Things are going well. I like my new job. It works well in so many ways. It’s close, in fact I walk home the 2.5 miles a few times a week (when nothing requires me to be home early). There is no food stockpile, so I expect to lose weight. I like the work and get to learn a lot of new things. And I haven’t even got my first bigger paycheck yet.

Misha is rocking! He is walking all over the place, although we still need to work with him standing up. His balance is much better. When things settle down, we need to contact the Shriner’s people to have them look at his feet. He is picking up a lot of new signs. He now also does flower, please, yes, and I believe I got him to show me watermelon yesterday. This evening I am taking him and Kiril camping to the ward’s Fathers and Sons. It will be interesting how he takes it. The last two times, he, in no uncertain terms, displayed a serious disdain for being in a tent.

My kids seem to be staging a revolt. The are throwing off the shackles of complacency and bursting forth to new horizons. Misha is feeding himself! We have been working with him off and on, trying to get him to feed himself. Finally yesterday, Ira gave him some rice pudding and he, with intense concentration, fed himself spoonful by spoonful.

Misha is also sooooo close to standing up without assistance. He knows how to do it, but doesn’t like to yet. So we have to keep encouraging him. He also began to say Mama and Papa with prompting. Progress!

Not to be shown up by her little brother, Dasha learned to ride a 2-wheeler in about an hour. We had a bike fixing session the other day, working on Kiril’s and her bikes. Ira said to take off the training wheels cause she wanted to teach her to ride without them. Dasha, of course, was skeptical, but after a couple of trial runs with me, we went to the school yard and within an hour was starting, stopping, turning and cruising around the basketball courts. Yesterday she was cruising around the block. Makes me feel stupid. It took me weeks to learn.

It’s been an odd couple of weeks.  Much has happened.  We finally got the “official” diagnosis for Misha.  He has officially 1p36.3 deletion disorder.  Now that we have our diagnosis, what now?  Well, he is going to need an MRI, ECG, and will need to see an orthopedist.  We will continue with Kids On The Move.  We’ll work with him at home to try to give him a good life.

Speaking of Misha, my wife was pleasantly surprised when she got home how much he has progressed in his walking.  He can’t independently stand in the middle of room, but he has been cruising, then releasing and toddling across the room or down the hall.  He is stopping, restarting, changing directions and his free standing is improving.  We are still working on his signing, trying to encourage him to say new words, and so on.  The battle continues.

My wife finally got back from Russia.  Her flight from JFK to SLC meandered around the tarmac for 7 hours before they canceled her flight, stranding her in NYC.  The earliest flight out was 3 days later, on Saturday.  Luckily, there were 3 other women in the same position who were able to share hotel costs with her.

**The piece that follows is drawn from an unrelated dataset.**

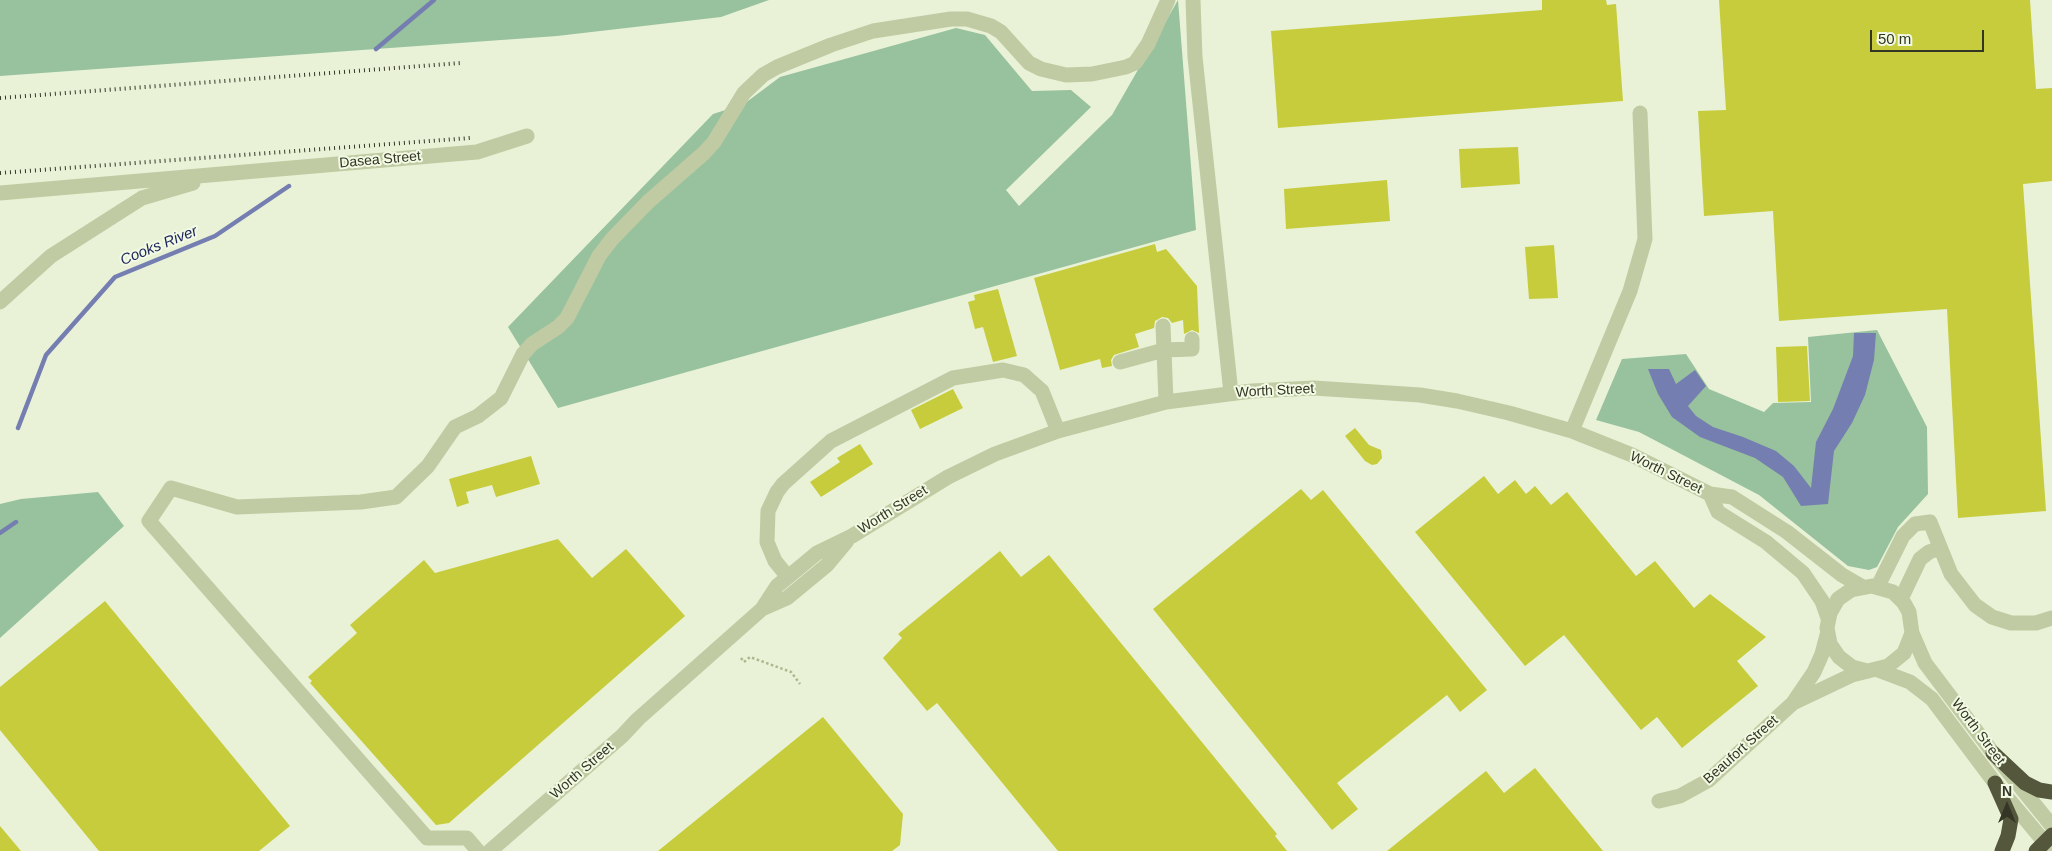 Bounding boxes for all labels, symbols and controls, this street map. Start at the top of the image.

We found out a couple of days ago that her father passed away.  I think God planned it very well.  He was about to be transferred from the hospice he was in to another place and that would have been rough on him and my mother-in-law.  My wife was finally home (being there for the funeral would have been rough on her) and had been able to say her goodbyes.  So he slipped into the eternities at the best possible moment.  My mother-in-law, of course, has to face this but not alone.  Now we can move toward getting her over here.  Yay!

Finally, I got a new job.  It was a long and difficult decision.  I like the place I work, what I do, and the people I work with, but it wasn’t working for me financially, so I had to start looking.   Especially with Misha, it was important to do this.  Unfortunately, it is not the best time for the company for me to move on and I would, in all reality, prefer to stay.  And I lost a trip to Amsterdam in the process.  Se la vie!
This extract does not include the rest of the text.